Not many of you should become teachers, my fellow believers, because you know that we who teach will be judged more strictly. – James 3:1
If you blog, use social media, preach, or organize a ministry, you are a leader. A leader bears the burden of James 3:1. I agree with Matthew Henry’s Concise Commentary, summed up at the end as, “Then, depending on Divine grace, let us take heed to bless and curse not; and let us aim to be consistent in our words and actions.” As a leader, our actions are under the magnifying glass.
If you do anything to excess, like drinking, your actions do not honor a holy God. You are saying God embraces sin. Scripture shows us the opposite in the woman whom Jesus saved from stoning (John 7). He said, “Go and sin no more.” Also, if you read about Ananias and Sapphira, lying to Peter caused them to die.
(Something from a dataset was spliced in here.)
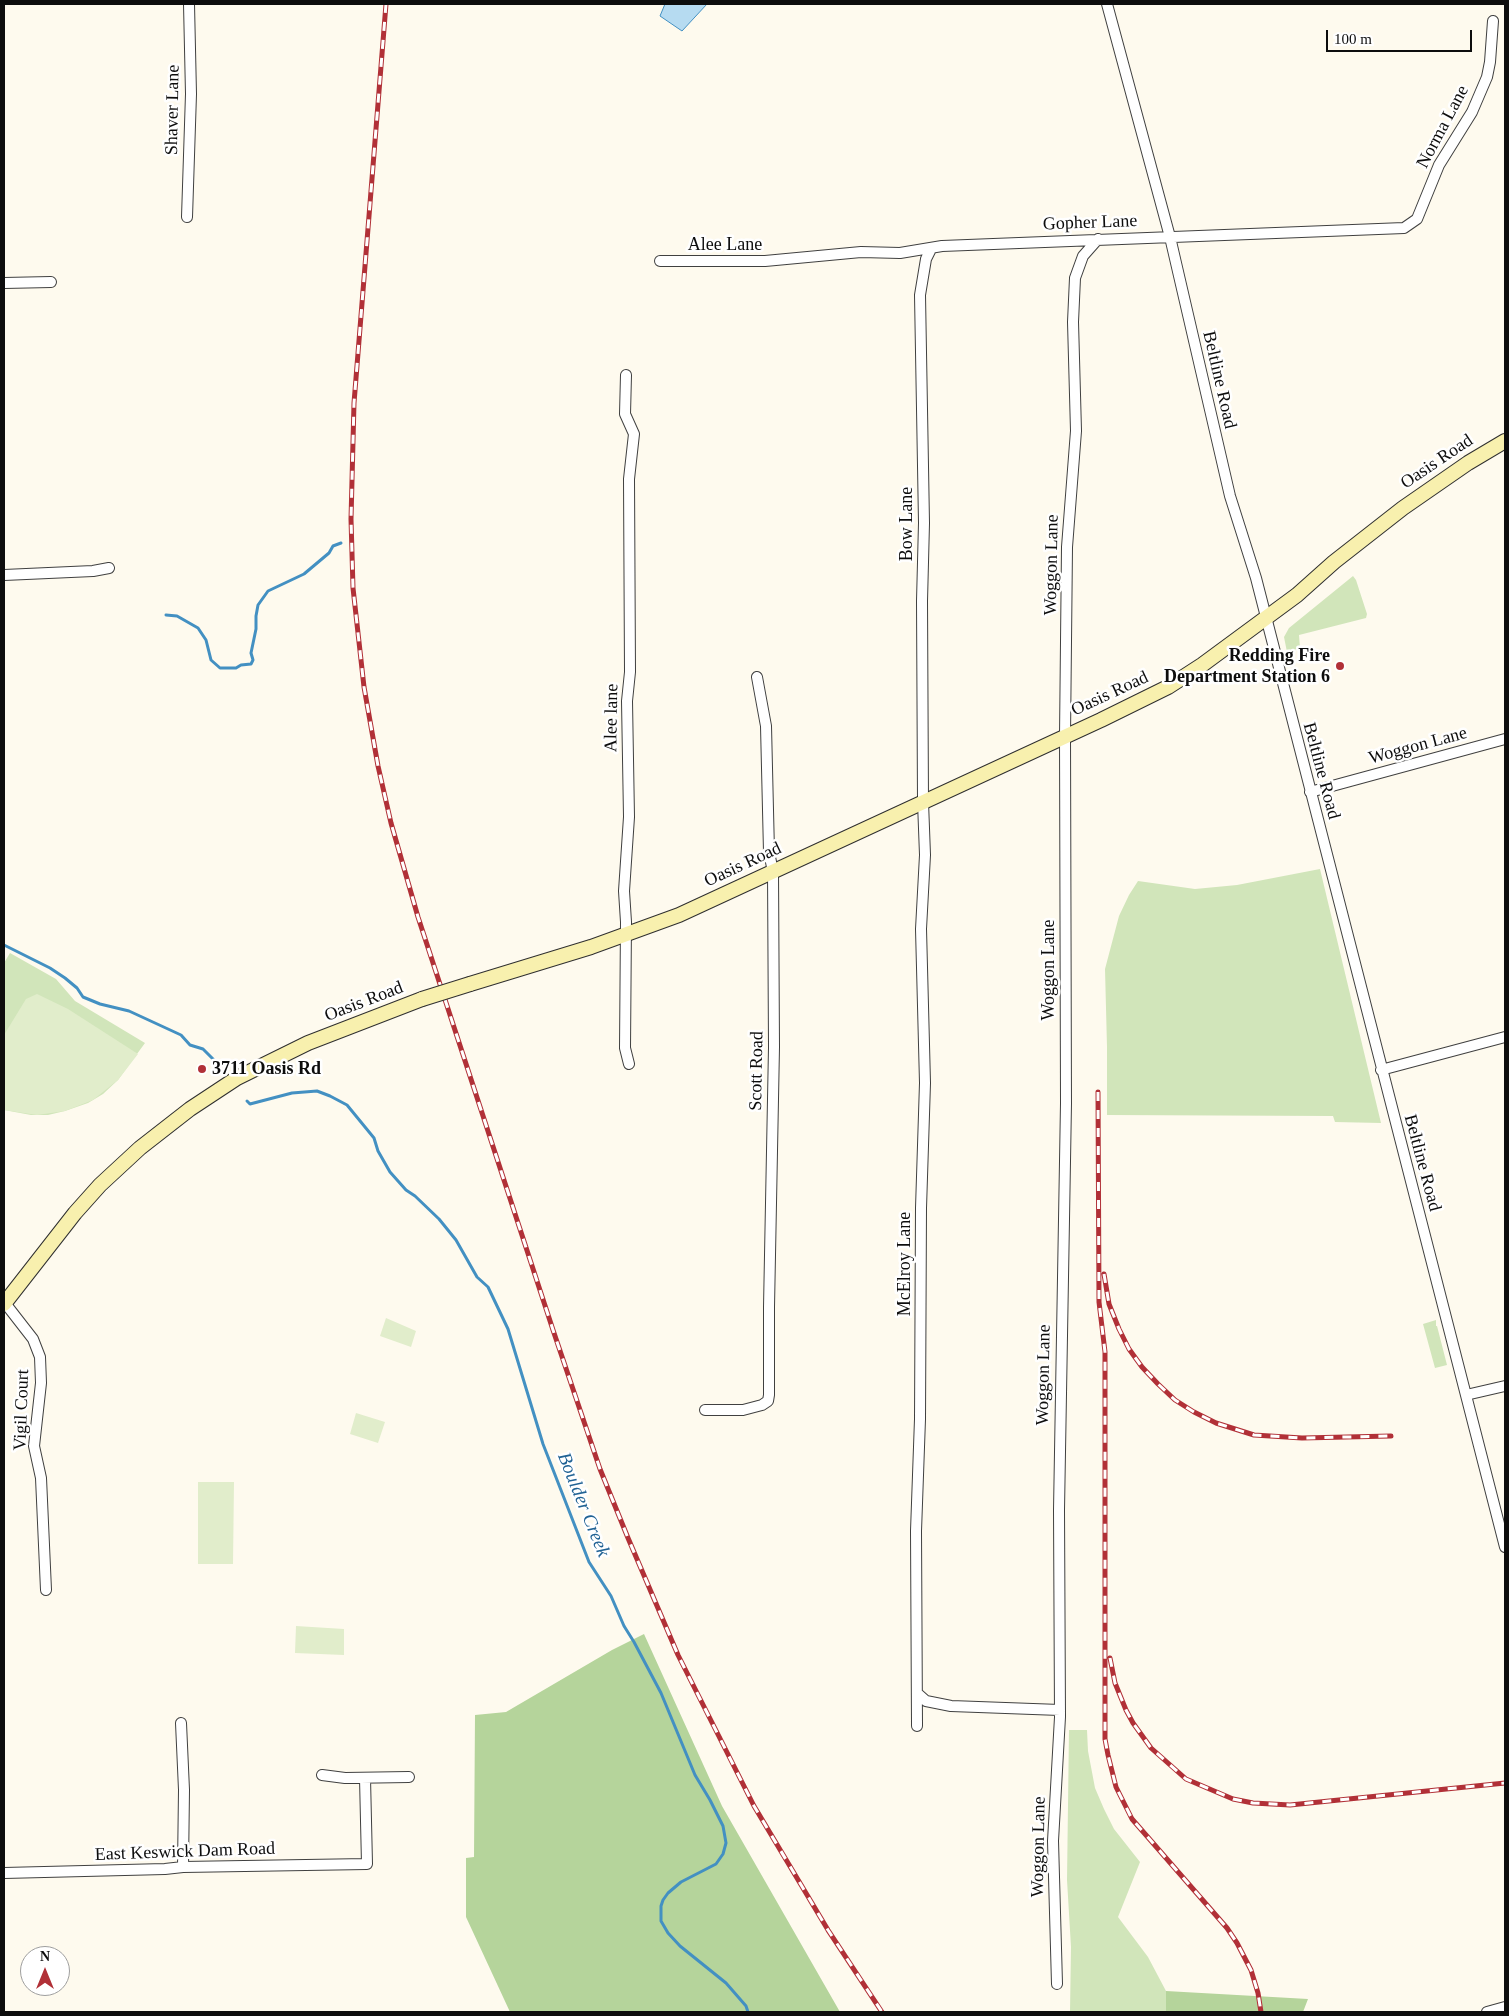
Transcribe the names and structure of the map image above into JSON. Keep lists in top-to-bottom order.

Got Questions said it best:
God’s reasons for bringing about the deaths of Ananias and Sapphira involve His abhorrence of sin, the hypocrisy of the couple, and the lesson for the rest of the church, both then and now. It can be easy today to gloss over the holiness of God, to forget that He is righteous and pure and that He hates sin wholeheartedly. This particular sin of hypocrisy in the church was dealt with swiftly and decisively.
Three Ways to Inspire
- Encouragement: A man who drops by the office on occasion is such a ray of light for ministry leaders. His words are like sunshine on a cloudy day. I read in Mark 10 how Jesus both affirmed and yet pointed out a man’s lack by starting out his criticism with, “Jesus looked at him and loved him… (Mark 10:21).” Word Weavers is a Christian writers group. They start out with the sandwich method when critiquing a manuscript. Start with the good on top and bottom, then give them the meat in the middle. Affirm and keep accountability as a leader. If you avoid accountability, allow sin into your leadership, it will fail. Some are good at encouragement. Some of us are still working on it. Encouragers are special–those with that gift.
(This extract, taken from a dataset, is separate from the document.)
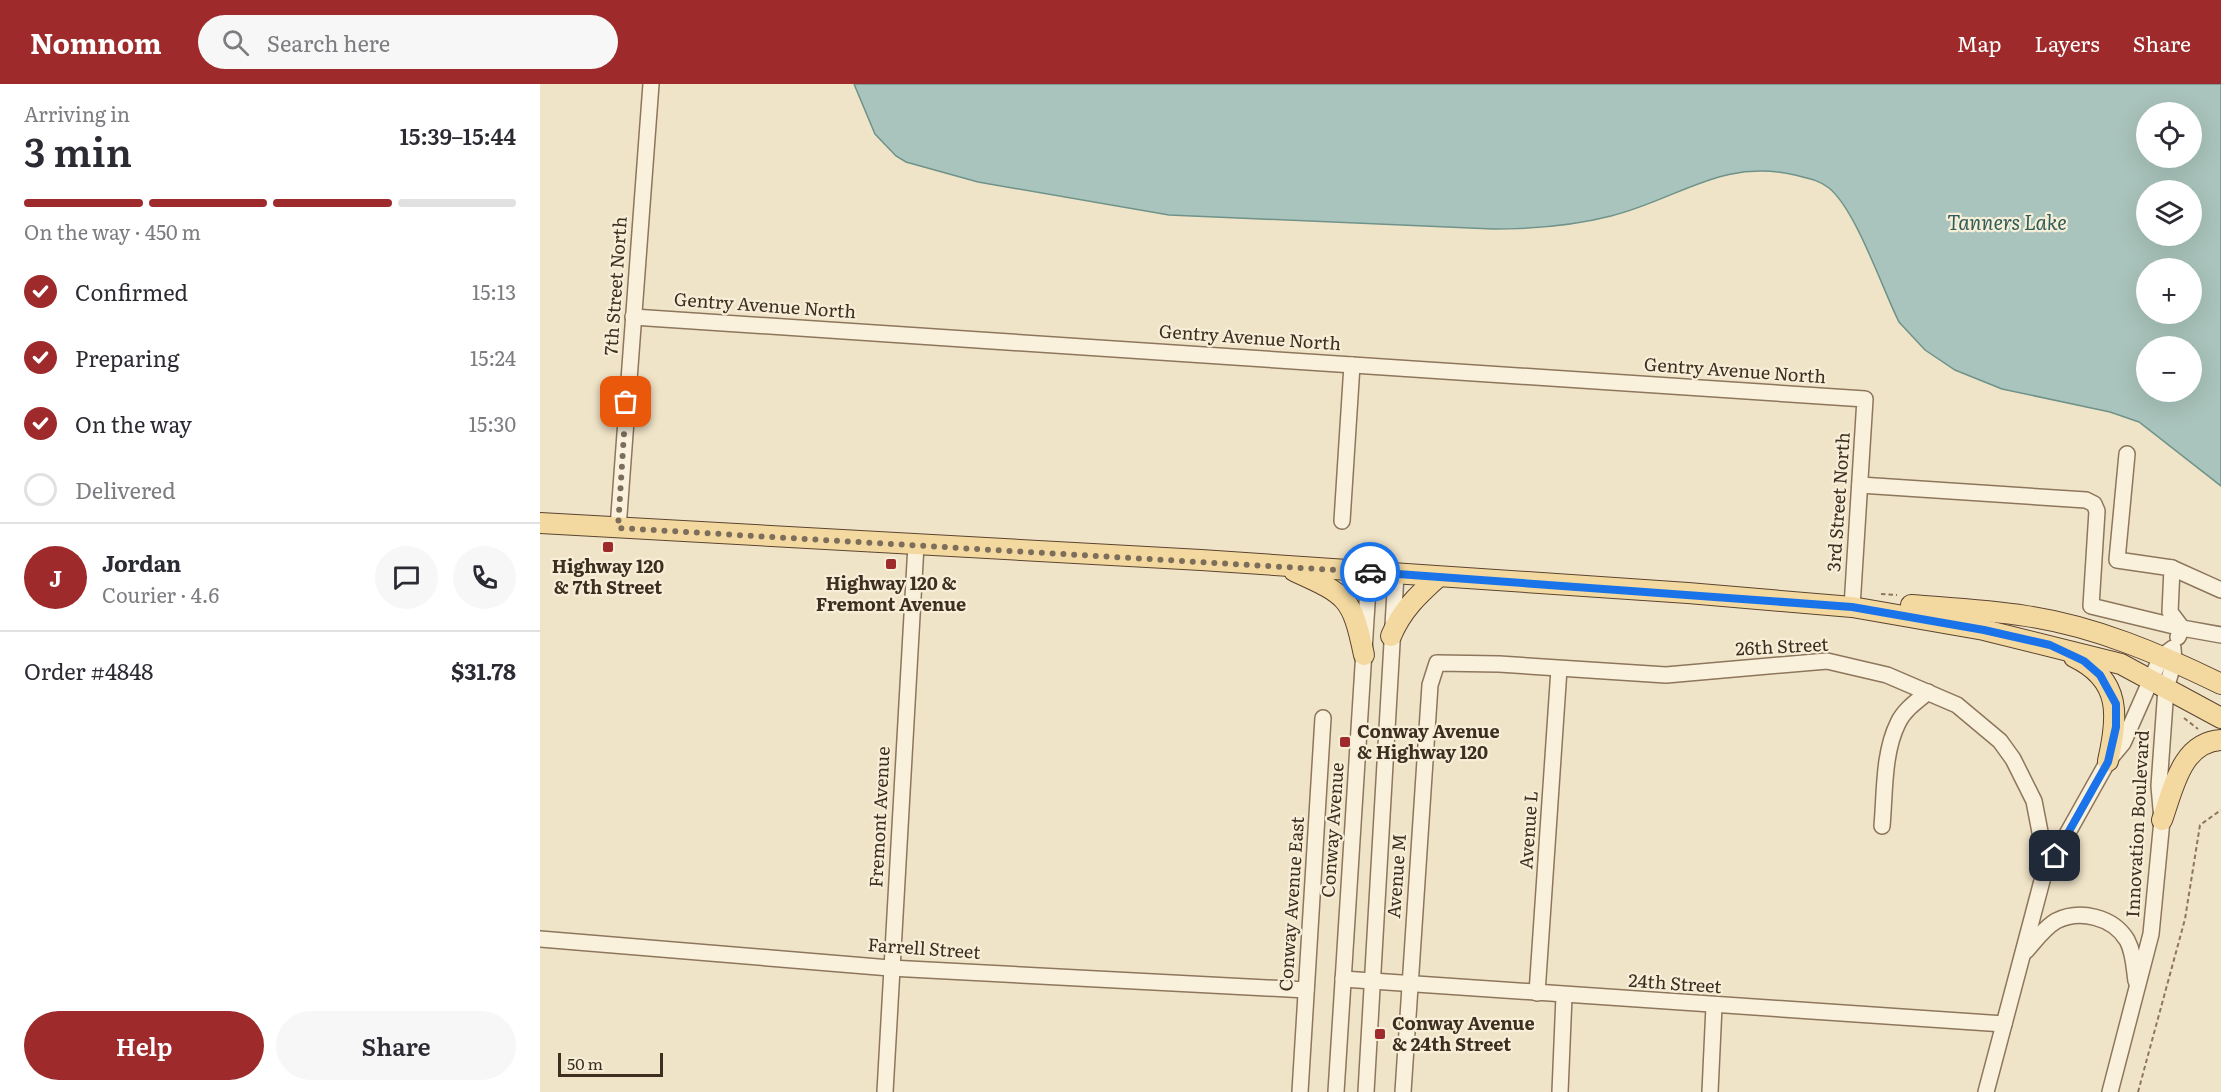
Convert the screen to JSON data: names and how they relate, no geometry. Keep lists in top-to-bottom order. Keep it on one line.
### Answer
{"streets":{"street":["7th Street North","Gentry Avenue North","3rd Street North","26th Street","Fremont Avenue","Innovation Boulevard","Conway Avenue","Avenue L","Avenue M","Conway Avenue East","Farrell Street","24th Street"]},"crossings":[["7th Street North","Gentry Avenue North"],["Gentry Avenue North","3rd Street North"],["26th Street","Innovation Boulevard"],["26th Street","Avenue L"],["26th Street","Avenue M"],["Fremont Avenue","Farrell Street"],["Innovation Boulevard","24th Street"],["Conway Avenue","24th Street"],["Avenue L","24th Street"],["Avenue M","24th Street"],["Conway Avenue East","Farrell Street"]],"water":["Tanners Lake"],"places":{"transit":["Highway 120 & 7th Street","Highway 120 & Fremont Avenue","Conway Avenue & Highway 120","Conway Avenue & 24th Street"]},"scale_bar":"50 m","page":{"header":"Nomnom","search":"Search here","nav":["Map","Layers","Share"],"heading":["3 min","Arriving in","15:39–15:44"],"panel":["Jordan","Courier · 4.6","Order #4848","$31.78"],"map_buttons":["+","−"],"bar":"On the way · 450 m","list":[["Confirmed","15:13"],["Preparing","15:24"],["On the way","15:30"],"Delivered"],"round":"J","buttons":["Help","Share"],"scale":"50 m"}}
- Serve: All of us can serve in some way. Something as simple as donating your time to doing yard work for the disabled or the elderly to jumping in wherever God is leading you to help are blessings to the 20% who are left in the church doing all the work. If you are being called to serve outside the church, this is honorable to God, too. The point is to not serve out of duty or personal gain, but try to serve with a whole heart that loves God, but to also remember that serving our family is good, too. We shouldn’t neglect them.
- Creative Ministries: Someone told me about a pub church that someone began. It isn’t about drinking to excess, but operates the same way as coffee shops do; it’s the everyone knows you by name, classy place where people talk and the Gospel is shared. These are leaders to emulate–those who had the courage to propose such a ministry to a congregation in which half were against alcohol. Coffee shops in churches or outside of churches are showing success, too. It’s not about the alcohol. It’s not about the coffee. It’s about the conversation and the relationship. God is a creative God. He made us in His image. This means creativity is in our DNA. Let’s use that creativity for good, dream big, and find a way to use what God has given you to glorify His name.
Be leaders people wish to imitate, but don’t do it to please people, but lead to please God.